-- Opening Marker --

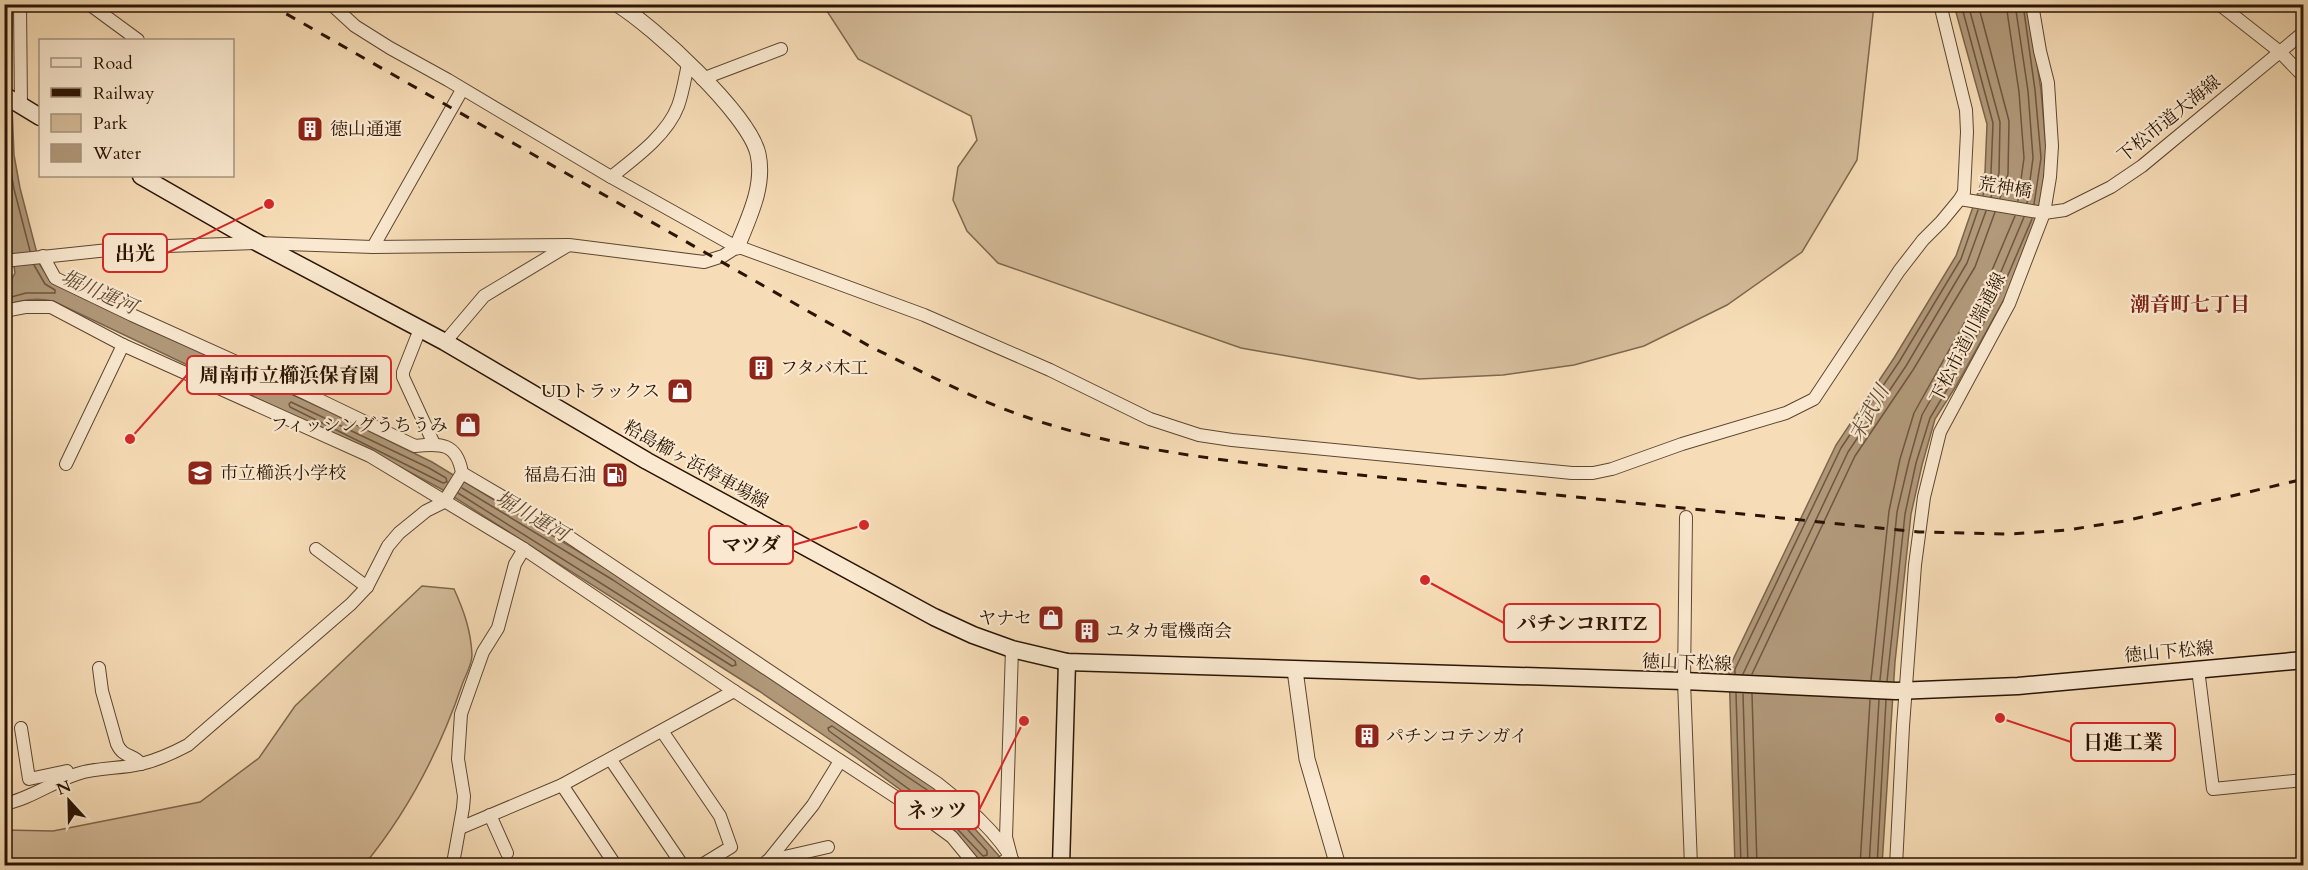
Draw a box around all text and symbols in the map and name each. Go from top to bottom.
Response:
legend [39,39,234,177]
text: Road [93,51,133,76]
street label: 下松市道大海線 [2112,70,2226,168]
text: Railway [93,81,155,106]
text: Park [93,111,128,136]
building icon: 徳山通運 [295,114,325,144]
place label: 徳山通運 [330,117,402,142]
text: Water [92,141,142,166]
street label: 荒神橋 [1976,171,2034,205]
callout: 出光 [103,234,167,272]
text: 出光 [115,240,155,267]
water label: 堀川運河 [57,263,144,322]
street label: 下松市道川端通線 [1924,268,2012,408]
district label: 潮音町七丁目 [2130,291,2250,318]
building icon: フタバ木工 [746,353,776,383]
callout: 周南市立櫛浜保育園 [187,356,391,394]
place label: フタバ木工 [780,356,869,381]
text: 周南市立櫛浜保育園 [199,362,379,389]
shop icon: UDトラックス [665,376,695,406]
water label: 末武川 [1843,378,1896,446]
place label: UDトラックス [541,379,660,404]
shop icon: フィッシングうちうみ [453,410,483,440]
place label: フィッシングうちうみ [270,413,448,438]
street label: 粭島櫛ヶ浜停車場線 [619,415,773,515]
school or university icon: 市立櫛浜小学校 [185,458,215,488]
fuel station icon: 福島石油 [600,460,630,490]
place label: 市立櫛浜小学校 [220,461,346,486]
place label: 福島石油 [524,463,596,488]
water label: 堀川運河 [491,484,576,549]
callout: マツダ [709,526,793,564]
text: マツダ [721,532,781,559]
shop icon: ヤナセ [1036,603,1066,633]
callout: パチンコRITZ [1504,604,1660,642]
place label: ヤナセ [978,606,1032,631]
text: パチンコRITZ [1516,610,1648,637]
building icon: ユタカ電機商会 [1072,616,1102,646]
place label: ユタカ電機商会 [1106,619,1232,644]
street label: 徳山下松線 [2123,636,2215,668]
street label: 徳山下松線 [1642,649,1732,677]
building icon: パチンコテンガイ [1352,721,1382,751]
callout: 日進工業 [2071,723,2175,761]
place label: パチンコテンガイ [1386,724,1528,749]
text: 日進工業 [2083,729,2163,756]
north arrow [39,771,99,831]
text: N [53,775,74,801]
callout: ネッツ [895,791,979,829]
text: ネッツ [907,797,967,824]

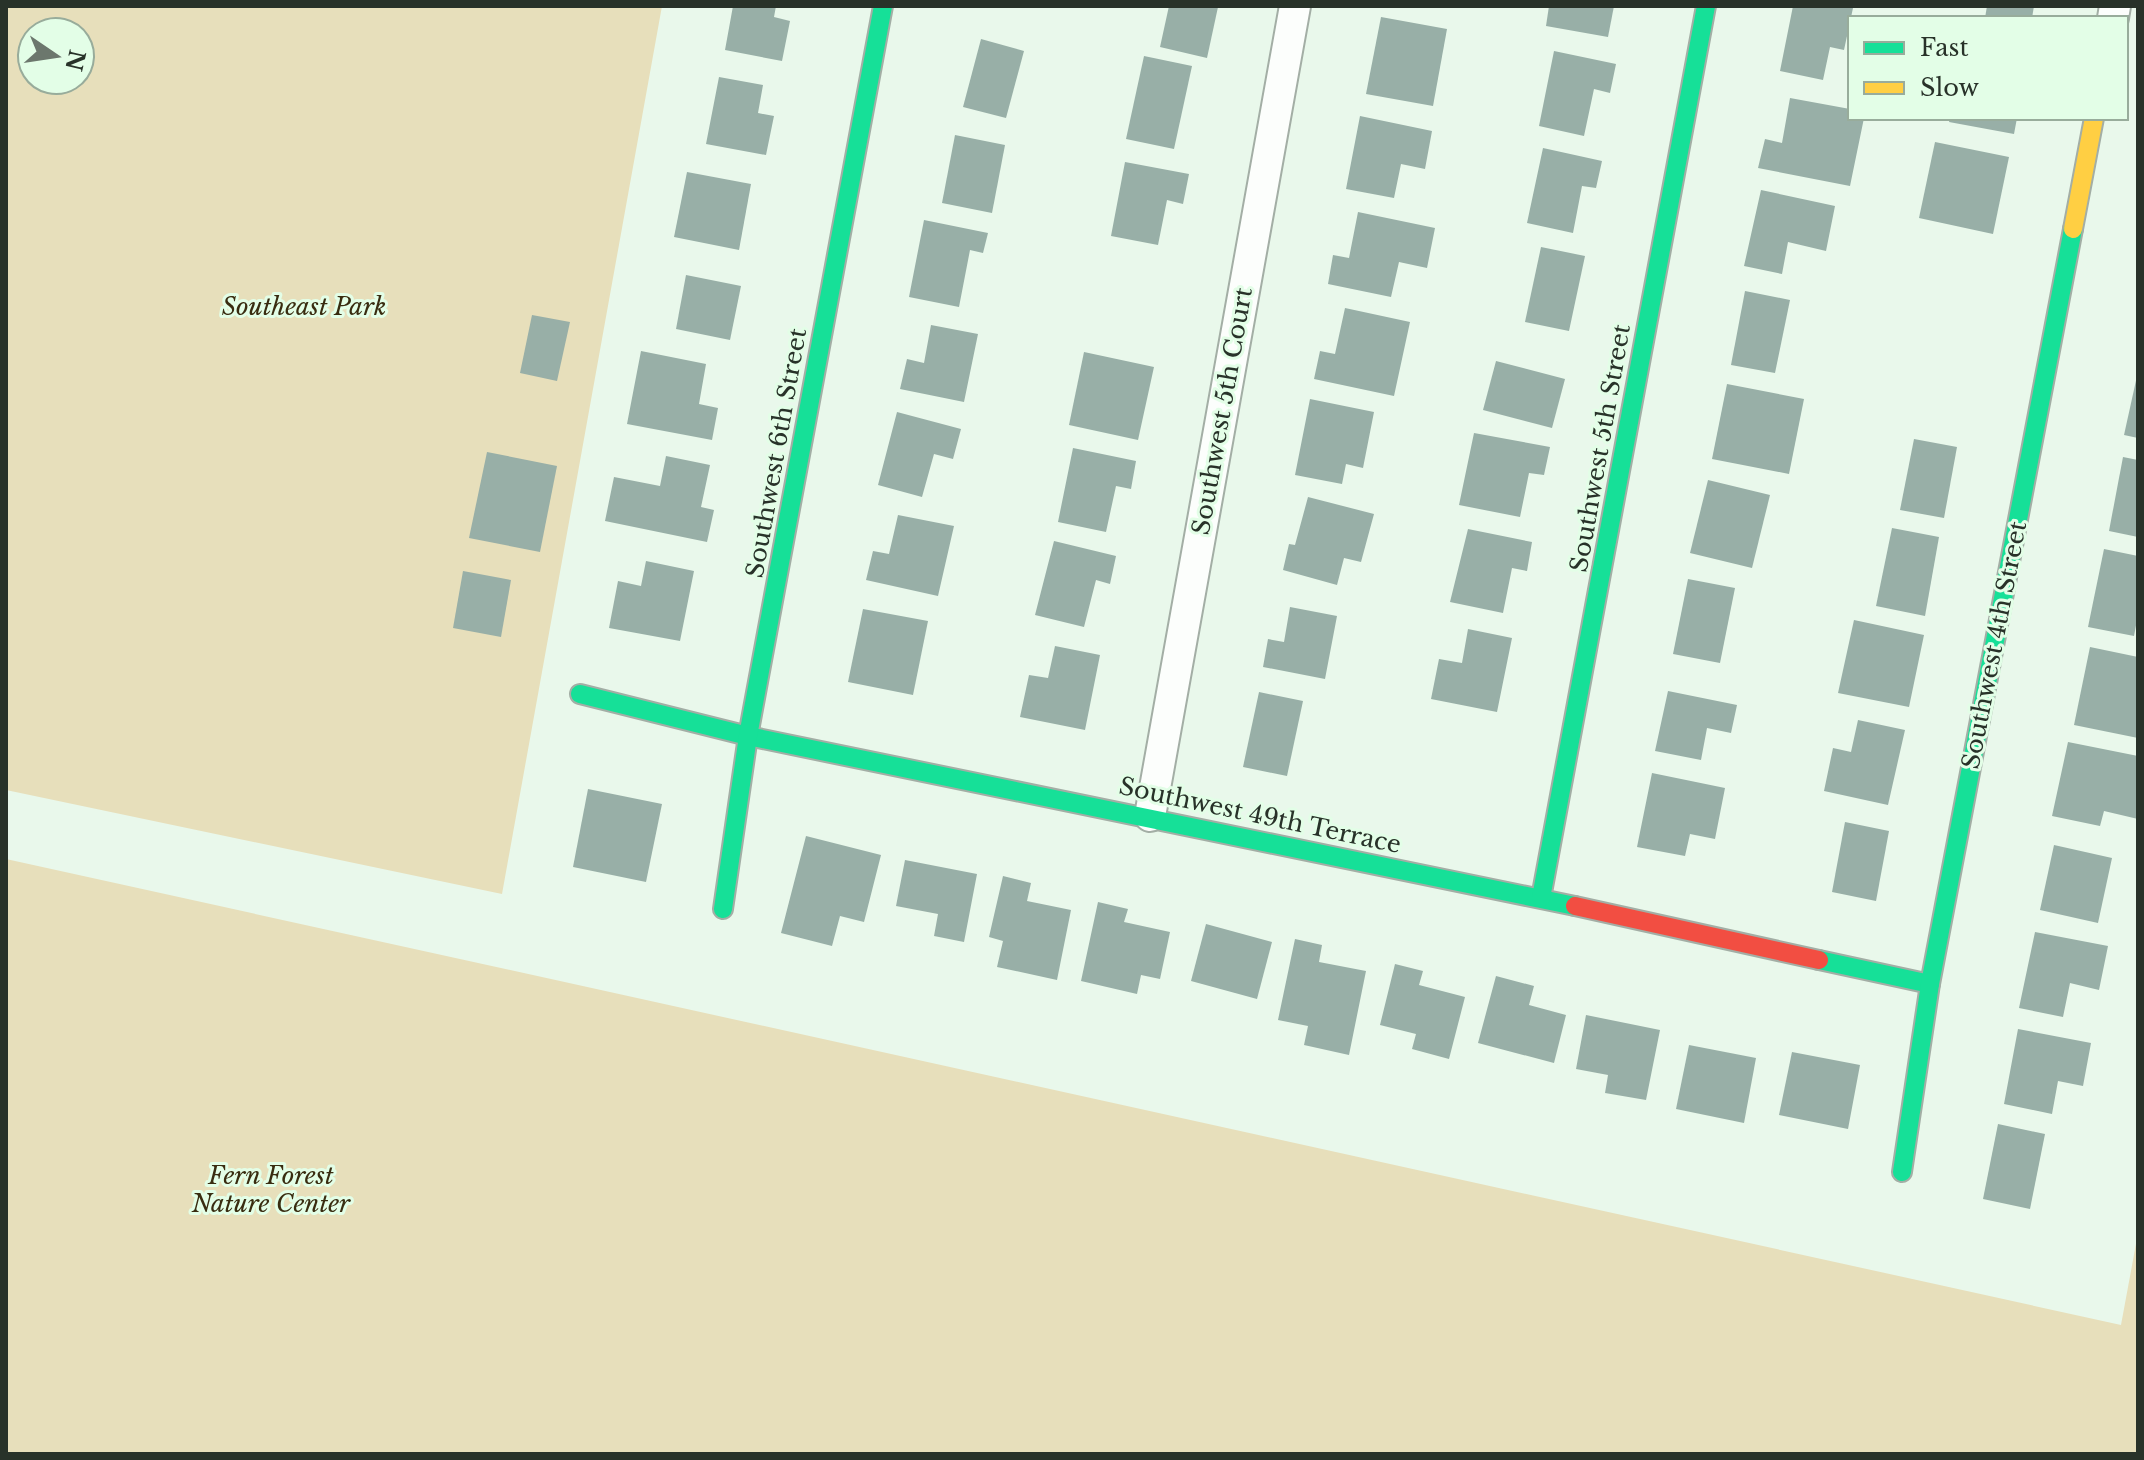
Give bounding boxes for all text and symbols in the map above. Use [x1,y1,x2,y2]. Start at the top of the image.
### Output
north arrow [16,16,96,96]
legend [1848,16,2128,120]
text: Fast [1920,33,1968,62]
text: N [59,47,90,74]
text: Slow [1920,73,1979,102]
street label: Southwest 5th Court [1186,285,1258,537]
park label: Southeast Park [222,292,386,321]
street label: Southwest 5th Street [1564,322,1636,574]
street label: Southwest 6th Street [740,326,812,580]
street label: Southwest 4th Street [1956,519,2032,771]
street label: Southwest 49th Terrace [1116,771,1404,859]
park label: Fern Forest Nature Center [191,1161,351,1218]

-- Closing Marker --

**PROBLEM TO WORK ON:** The data above must be given again in full and unaltered, minus its images.

**WRITTEN ANSWER:**
Draw a box around all text and symbols in the map and name each. Go from top to bottom.
Response:
legend [39,39,234,177]
text: Road [93,51,133,76]
street label: 下松市道大海線 [2112,70,2226,168]
text: Railway [93,81,155,106]
text: Park [93,111,128,136]
building icon: 徳山通運 [295,114,325,144]
place label: 徳山通運 [330,117,402,142]
text: Water [92,141,142,166]
street label: 荒神橋 [1976,171,2034,205]
callout: 出光 [103,234,167,272]
text: 出光 [115,240,155,267]
water label: 堀川運河 [57,263,144,322]
street label: 下松市道川端通線 [1924,268,2012,408]
district label: 潮音町七丁目 [2130,291,2250,318]
building icon: フタバ木工 [746,353,776,383]
callout: 周南市立櫛浜保育園 [187,356,391,394]
place label: フタバ木工 [780,356,869,381]
text: 周南市立櫛浜保育園 [199,362,379,389]
shop icon: UDトラックス [665,376,695,406]
water label: 末武川 [1843,378,1896,446]
place label: UDトラックス [541,379,660,404]
shop icon: フィッシングうちうみ [453,410,483,440]
place label: フィッシングうちうみ [270,413,448,438]
street label: 粭島櫛ヶ浜停車場線 [619,415,773,515]
school or university icon: 市立櫛浜小学校 [185,458,215,488]
fuel station icon: 福島石油 [600,460,630,490]
place label: 市立櫛浜小学校 [220,461,346,486]
place label: 福島石油 [524,463,596,488]
water label: 堀川運河 [491,484,576,549]
callout: マツダ [709,526,793,564]
text: マツダ [721,532,781,559]
shop icon: ヤナセ [1036,603,1066,633]
callout: パチンコRITZ [1504,604,1660,642]
place label: ヤナセ [978,606,1032,631]
text: パチンコRITZ [1516,610,1648,637]
building icon: ユタカ電機商会 [1072,616,1102,646]
place label: ユタカ電機商会 [1106,619,1232,644]
street label: 徳山下松線 [2123,636,2215,668]
street label: 徳山下松線 [1642,649,1732,677]
building icon: パチンコテンガイ [1352,721,1382,751]
callout: 日進工業 [2071,723,2175,761]
place label: パチンコテンガイ [1386,724,1528,749]
text: 日進工業 [2083,729,2163,756]
north arrow [39,771,99,831]
text: N [53,775,74,801]
callout: ネッツ [895,791,979,829]
text: ネッツ [907,797,967,824]

Give bounding boxes for all text and symbols in the map above. Use [x1,y1,x2,y2]. Start at the top of the image.
### Output
north arrow [16,16,96,96]
legend [1848,16,2128,120]
text: Fast [1920,33,1968,62]
text: N [59,47,90,74]
text: Slow [1920,73,1979,102]
street label: Southwest 5th Court [1186,285,1258,537]
park label: Southeast Park [222,292,386,321]
street label: Southwest 5th Street [1564,322,1636,574]
street label: Southwest 6th Street [740,326,812,580]
street label: Southwest 4th Street [1956,519,2032,771]
street label: Southwest 49th Terrace [1116,771,1404,859]
park label: Fern Forest Nature Center [191,1161,351,1218]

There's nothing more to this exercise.